_WORK ITEM_. The records appear below. Set down exactly each line from the one that contains "M 405,959 L 433,929 L 560,959" through the last, both included.

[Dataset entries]

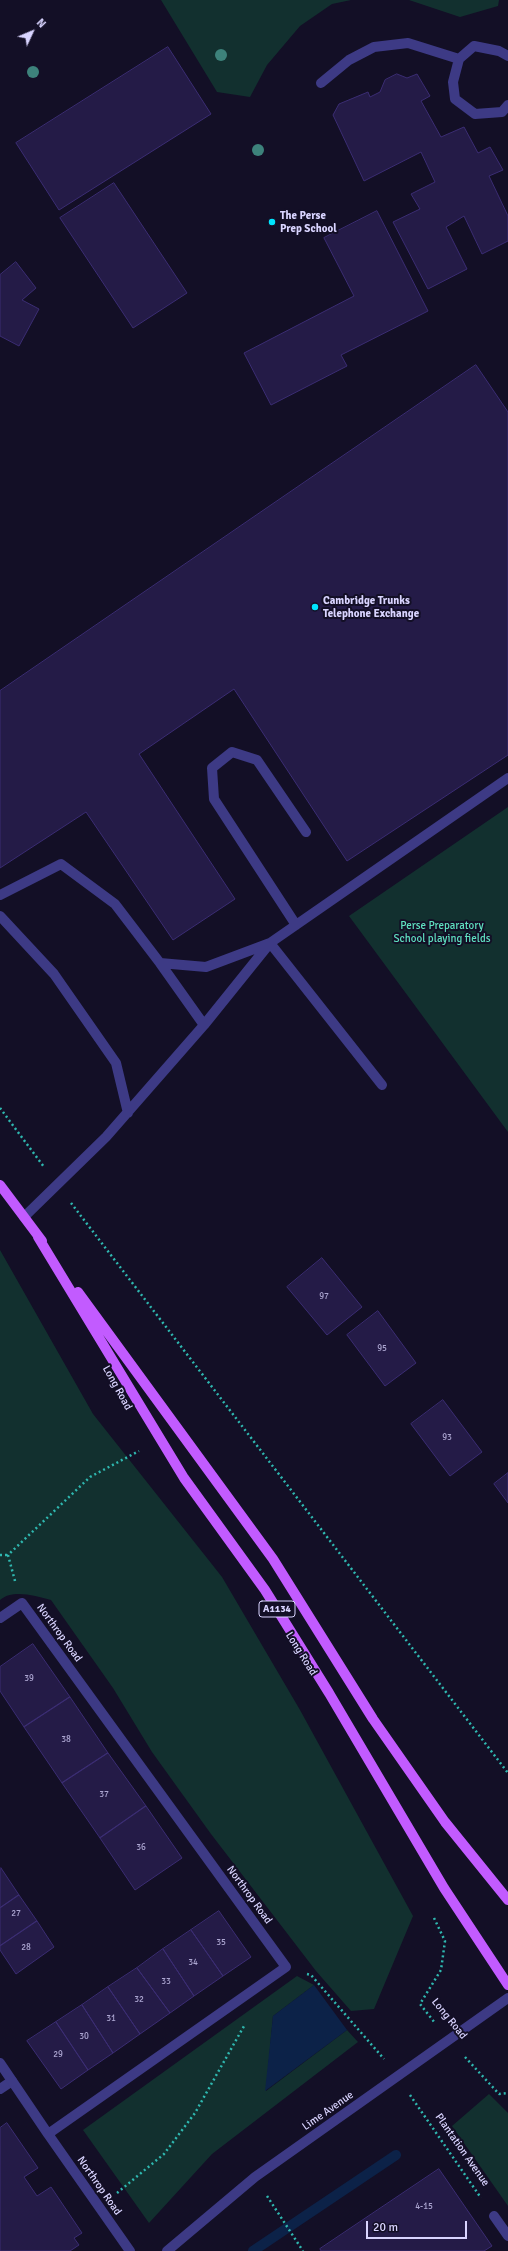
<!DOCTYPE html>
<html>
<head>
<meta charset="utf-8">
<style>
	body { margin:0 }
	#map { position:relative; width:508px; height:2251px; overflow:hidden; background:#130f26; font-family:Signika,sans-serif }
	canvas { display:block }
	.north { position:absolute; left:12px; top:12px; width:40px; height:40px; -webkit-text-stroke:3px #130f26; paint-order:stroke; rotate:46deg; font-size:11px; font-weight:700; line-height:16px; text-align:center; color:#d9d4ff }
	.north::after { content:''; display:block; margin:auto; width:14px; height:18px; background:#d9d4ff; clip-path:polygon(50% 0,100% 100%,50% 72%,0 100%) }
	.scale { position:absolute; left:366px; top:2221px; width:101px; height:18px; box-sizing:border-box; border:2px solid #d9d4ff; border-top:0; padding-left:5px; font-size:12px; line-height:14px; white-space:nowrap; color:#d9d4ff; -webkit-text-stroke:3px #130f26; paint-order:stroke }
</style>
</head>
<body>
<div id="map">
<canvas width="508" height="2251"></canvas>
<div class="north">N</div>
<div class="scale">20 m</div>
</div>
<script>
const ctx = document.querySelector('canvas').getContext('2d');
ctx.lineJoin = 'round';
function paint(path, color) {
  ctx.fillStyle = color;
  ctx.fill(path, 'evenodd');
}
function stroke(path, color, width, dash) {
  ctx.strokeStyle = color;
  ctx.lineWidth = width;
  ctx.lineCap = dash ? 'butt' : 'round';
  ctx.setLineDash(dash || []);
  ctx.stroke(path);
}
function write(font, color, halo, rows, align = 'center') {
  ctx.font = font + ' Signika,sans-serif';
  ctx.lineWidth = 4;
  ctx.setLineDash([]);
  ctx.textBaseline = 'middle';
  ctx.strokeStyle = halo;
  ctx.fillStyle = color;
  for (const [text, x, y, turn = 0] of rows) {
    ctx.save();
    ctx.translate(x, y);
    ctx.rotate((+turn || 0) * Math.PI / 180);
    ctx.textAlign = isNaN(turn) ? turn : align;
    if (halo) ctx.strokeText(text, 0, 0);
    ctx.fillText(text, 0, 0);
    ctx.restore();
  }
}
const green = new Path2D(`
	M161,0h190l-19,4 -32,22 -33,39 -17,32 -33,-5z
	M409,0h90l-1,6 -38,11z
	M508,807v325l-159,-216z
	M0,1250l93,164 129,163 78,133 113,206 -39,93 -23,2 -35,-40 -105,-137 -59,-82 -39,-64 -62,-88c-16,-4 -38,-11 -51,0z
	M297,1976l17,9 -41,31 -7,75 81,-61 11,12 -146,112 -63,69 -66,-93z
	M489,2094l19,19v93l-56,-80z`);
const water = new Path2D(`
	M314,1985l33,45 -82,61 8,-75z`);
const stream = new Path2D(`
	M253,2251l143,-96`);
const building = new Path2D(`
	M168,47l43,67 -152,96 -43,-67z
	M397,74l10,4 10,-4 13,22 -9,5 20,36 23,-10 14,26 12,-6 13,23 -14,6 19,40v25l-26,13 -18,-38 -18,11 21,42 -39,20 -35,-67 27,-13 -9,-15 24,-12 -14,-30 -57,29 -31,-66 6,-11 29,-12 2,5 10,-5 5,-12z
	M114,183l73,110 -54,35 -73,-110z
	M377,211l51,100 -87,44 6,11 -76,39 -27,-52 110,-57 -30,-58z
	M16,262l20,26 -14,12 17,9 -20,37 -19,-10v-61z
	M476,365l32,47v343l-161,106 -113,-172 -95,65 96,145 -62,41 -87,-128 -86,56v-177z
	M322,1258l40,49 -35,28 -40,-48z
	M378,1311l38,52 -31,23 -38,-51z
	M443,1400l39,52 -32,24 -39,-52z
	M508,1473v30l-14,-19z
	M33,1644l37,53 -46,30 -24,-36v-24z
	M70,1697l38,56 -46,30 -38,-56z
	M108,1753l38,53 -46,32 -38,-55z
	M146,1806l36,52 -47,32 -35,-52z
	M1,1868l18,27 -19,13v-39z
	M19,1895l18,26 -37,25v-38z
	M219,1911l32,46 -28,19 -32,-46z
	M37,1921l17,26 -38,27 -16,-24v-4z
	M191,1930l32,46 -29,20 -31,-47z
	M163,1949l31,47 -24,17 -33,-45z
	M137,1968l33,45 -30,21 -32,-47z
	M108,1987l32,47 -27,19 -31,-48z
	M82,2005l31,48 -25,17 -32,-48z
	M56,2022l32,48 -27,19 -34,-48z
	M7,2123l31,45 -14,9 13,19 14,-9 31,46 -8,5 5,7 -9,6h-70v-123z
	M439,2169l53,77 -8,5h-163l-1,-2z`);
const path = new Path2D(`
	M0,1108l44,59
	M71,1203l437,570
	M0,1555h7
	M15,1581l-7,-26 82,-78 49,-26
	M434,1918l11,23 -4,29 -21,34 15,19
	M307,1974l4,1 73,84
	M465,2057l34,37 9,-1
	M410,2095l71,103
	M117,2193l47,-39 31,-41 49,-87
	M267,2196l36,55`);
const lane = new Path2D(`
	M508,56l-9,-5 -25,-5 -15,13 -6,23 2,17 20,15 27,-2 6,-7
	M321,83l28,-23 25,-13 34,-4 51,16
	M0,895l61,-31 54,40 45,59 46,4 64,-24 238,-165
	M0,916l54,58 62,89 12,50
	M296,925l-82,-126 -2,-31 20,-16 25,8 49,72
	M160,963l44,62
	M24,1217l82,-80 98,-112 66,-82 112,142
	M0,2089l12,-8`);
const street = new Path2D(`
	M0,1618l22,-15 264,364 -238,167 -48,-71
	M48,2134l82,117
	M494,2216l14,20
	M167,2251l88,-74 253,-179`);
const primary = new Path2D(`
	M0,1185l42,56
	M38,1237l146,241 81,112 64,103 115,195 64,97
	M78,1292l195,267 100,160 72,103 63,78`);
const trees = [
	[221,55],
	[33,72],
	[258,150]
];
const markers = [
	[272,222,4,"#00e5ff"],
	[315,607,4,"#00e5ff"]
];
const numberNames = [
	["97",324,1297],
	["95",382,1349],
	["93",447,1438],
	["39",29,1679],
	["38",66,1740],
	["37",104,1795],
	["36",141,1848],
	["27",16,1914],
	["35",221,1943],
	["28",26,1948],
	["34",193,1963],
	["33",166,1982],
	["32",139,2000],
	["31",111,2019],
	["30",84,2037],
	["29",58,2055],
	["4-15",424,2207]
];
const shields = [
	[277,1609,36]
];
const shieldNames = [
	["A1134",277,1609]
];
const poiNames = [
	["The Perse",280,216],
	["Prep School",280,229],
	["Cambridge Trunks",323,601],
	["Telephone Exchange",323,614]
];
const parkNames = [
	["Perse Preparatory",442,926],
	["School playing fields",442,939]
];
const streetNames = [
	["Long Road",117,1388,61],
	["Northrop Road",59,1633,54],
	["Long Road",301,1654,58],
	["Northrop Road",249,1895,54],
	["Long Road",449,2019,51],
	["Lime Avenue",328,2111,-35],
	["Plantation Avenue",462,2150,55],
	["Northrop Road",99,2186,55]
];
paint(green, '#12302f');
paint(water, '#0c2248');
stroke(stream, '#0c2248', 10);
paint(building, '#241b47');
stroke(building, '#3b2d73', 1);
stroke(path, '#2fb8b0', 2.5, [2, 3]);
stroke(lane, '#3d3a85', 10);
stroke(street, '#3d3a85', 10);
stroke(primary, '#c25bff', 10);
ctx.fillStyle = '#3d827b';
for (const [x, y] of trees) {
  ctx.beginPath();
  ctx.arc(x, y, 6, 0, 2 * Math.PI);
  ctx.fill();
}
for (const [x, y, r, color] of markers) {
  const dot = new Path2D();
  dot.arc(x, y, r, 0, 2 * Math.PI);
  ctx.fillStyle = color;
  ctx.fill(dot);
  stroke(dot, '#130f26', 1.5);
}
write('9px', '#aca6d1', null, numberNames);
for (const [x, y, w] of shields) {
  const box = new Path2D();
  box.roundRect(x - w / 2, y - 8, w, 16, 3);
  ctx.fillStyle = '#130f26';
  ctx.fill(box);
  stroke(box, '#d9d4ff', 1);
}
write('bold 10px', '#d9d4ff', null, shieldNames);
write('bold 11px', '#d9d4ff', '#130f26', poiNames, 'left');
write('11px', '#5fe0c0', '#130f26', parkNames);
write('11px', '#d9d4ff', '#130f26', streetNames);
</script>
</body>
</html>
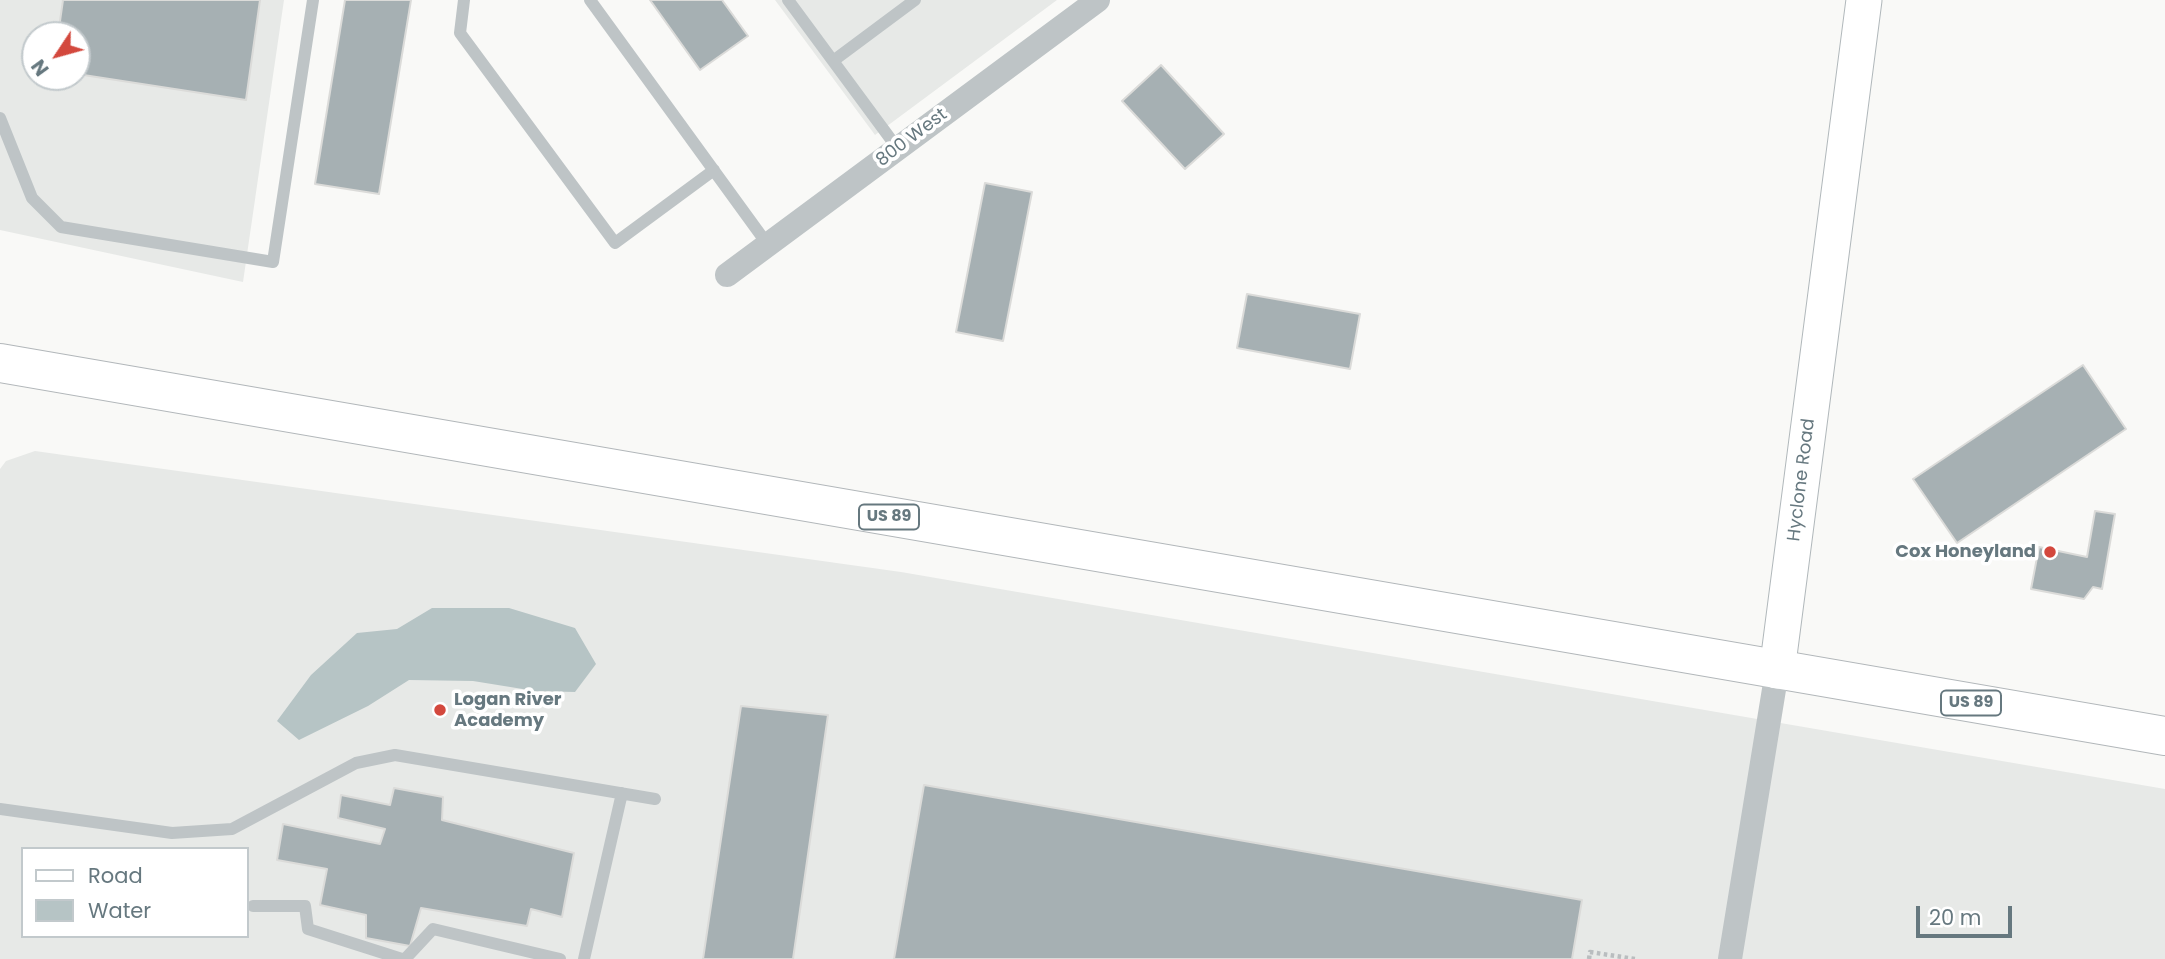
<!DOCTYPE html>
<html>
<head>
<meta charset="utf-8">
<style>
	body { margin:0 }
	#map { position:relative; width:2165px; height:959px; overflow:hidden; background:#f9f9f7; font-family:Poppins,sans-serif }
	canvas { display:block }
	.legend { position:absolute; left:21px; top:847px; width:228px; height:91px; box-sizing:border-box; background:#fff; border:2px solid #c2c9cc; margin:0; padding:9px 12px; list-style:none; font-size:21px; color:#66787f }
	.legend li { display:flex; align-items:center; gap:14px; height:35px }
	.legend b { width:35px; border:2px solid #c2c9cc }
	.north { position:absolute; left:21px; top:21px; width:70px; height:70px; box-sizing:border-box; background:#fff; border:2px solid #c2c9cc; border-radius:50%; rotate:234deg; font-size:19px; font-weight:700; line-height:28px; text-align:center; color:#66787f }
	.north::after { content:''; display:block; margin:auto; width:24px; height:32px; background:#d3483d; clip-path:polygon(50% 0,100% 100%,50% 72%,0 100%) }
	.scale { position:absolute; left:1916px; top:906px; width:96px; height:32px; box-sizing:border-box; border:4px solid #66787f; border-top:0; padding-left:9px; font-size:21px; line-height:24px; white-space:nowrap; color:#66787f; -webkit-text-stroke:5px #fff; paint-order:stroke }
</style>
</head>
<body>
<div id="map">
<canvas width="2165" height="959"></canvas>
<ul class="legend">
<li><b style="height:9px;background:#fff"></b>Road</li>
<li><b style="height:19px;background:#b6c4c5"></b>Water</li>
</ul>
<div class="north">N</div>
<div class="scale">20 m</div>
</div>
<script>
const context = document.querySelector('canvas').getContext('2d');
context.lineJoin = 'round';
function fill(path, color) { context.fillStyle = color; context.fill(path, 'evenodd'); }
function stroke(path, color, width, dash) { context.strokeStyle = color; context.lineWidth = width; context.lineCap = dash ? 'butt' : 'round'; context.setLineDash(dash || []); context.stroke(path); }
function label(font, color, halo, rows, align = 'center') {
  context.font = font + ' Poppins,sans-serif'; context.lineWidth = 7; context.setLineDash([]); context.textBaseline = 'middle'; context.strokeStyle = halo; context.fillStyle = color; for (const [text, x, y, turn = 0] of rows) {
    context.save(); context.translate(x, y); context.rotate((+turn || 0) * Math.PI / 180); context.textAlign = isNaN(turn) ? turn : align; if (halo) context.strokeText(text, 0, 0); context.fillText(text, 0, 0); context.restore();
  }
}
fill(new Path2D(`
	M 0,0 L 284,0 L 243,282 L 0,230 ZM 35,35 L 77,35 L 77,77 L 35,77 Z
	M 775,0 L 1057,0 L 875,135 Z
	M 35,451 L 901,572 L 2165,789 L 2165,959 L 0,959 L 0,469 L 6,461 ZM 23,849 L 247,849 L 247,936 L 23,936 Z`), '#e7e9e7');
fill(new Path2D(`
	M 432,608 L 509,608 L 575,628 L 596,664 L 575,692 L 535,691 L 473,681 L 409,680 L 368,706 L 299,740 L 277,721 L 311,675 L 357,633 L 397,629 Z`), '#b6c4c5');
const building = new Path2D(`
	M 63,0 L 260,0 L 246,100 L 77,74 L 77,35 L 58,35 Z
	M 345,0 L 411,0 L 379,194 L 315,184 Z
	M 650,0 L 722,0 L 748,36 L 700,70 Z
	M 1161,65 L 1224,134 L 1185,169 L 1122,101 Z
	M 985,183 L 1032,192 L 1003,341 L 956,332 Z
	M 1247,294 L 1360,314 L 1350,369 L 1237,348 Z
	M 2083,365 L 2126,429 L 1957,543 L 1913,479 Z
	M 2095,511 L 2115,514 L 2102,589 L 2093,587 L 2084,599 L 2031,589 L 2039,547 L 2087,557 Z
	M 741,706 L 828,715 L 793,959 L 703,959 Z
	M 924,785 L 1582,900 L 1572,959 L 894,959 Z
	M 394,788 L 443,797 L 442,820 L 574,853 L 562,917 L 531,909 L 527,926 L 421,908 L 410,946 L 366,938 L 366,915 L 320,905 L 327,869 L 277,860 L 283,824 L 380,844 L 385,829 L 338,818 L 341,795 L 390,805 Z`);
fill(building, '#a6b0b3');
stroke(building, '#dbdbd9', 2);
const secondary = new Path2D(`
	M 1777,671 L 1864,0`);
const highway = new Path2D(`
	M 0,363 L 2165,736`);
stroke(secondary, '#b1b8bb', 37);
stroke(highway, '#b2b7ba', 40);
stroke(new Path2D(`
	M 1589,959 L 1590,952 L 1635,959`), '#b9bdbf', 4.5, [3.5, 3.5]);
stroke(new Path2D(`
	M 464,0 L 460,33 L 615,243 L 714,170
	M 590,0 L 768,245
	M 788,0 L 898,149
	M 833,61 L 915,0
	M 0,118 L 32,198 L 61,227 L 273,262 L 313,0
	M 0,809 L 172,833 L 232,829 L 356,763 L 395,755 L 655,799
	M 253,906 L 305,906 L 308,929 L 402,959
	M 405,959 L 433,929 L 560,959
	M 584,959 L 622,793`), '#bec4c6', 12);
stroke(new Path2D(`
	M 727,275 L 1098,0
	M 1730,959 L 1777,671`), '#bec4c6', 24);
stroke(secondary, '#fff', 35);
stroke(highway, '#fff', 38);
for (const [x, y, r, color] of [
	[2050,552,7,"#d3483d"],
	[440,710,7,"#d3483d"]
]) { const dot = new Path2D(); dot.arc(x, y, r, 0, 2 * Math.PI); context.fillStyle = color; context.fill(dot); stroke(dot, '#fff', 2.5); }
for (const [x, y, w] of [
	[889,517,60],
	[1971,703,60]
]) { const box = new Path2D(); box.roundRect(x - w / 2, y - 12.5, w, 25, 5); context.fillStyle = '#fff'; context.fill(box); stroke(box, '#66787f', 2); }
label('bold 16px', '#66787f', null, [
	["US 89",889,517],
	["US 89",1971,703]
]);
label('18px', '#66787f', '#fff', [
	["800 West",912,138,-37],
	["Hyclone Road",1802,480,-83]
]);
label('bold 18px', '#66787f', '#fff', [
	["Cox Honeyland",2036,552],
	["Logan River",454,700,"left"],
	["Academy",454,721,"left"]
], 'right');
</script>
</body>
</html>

_SOLUTION FOR THIS TASK_.
	M 405,959 L 433,929 L 560,959
	M 584,959 L 622,793`), '#bec4c6', 12);
stroke(new Path2D(`
	M 727,275 L 1098,0
	M 1730,959 L 1777,671`), '#bec4c6', 24);
stroke(secondary, '#fff', 35);
stroke(highway, '#fff', 38);
for (const [x, y, r, color] of [
	[2050,552,7,"#d3483d"],
	[440,710,7,"#d3483d"]
]) { const dot = new Path2D(); dot.arc(x, y, r, 0, 2 * Math.PI); context.fillStyle = color; context.fill(dot); stroke(dot, '#fff', 2.5); }
for (const [x, y, w] of [
	[889,517,60],
	[1971,703,60]
]) { const box = new Path2D(); box.roundRect(x - w / 2, y - 12.5, w, 25, 5); context.fillStyle = '#fff'; context.fill(box); stroke(box, '#66787f', 2); }
label('bold 16px', '#66787f', null, [
	["US 89",889,517],
	["US 89",1971,703]
]);
label('18px', '#66787f', '#fff', [
	["800 West",912,138,-37],
	["Hyclone Road",1802,480,-83]
]);
label('bold 18px', '#66787f', '#fff', [
	["Cox Honeyland",2036,552],
	["Logan River",454,700,"left"],
	["Academy",454,721,"left"]
], 'right');
</script>
</body>
</html>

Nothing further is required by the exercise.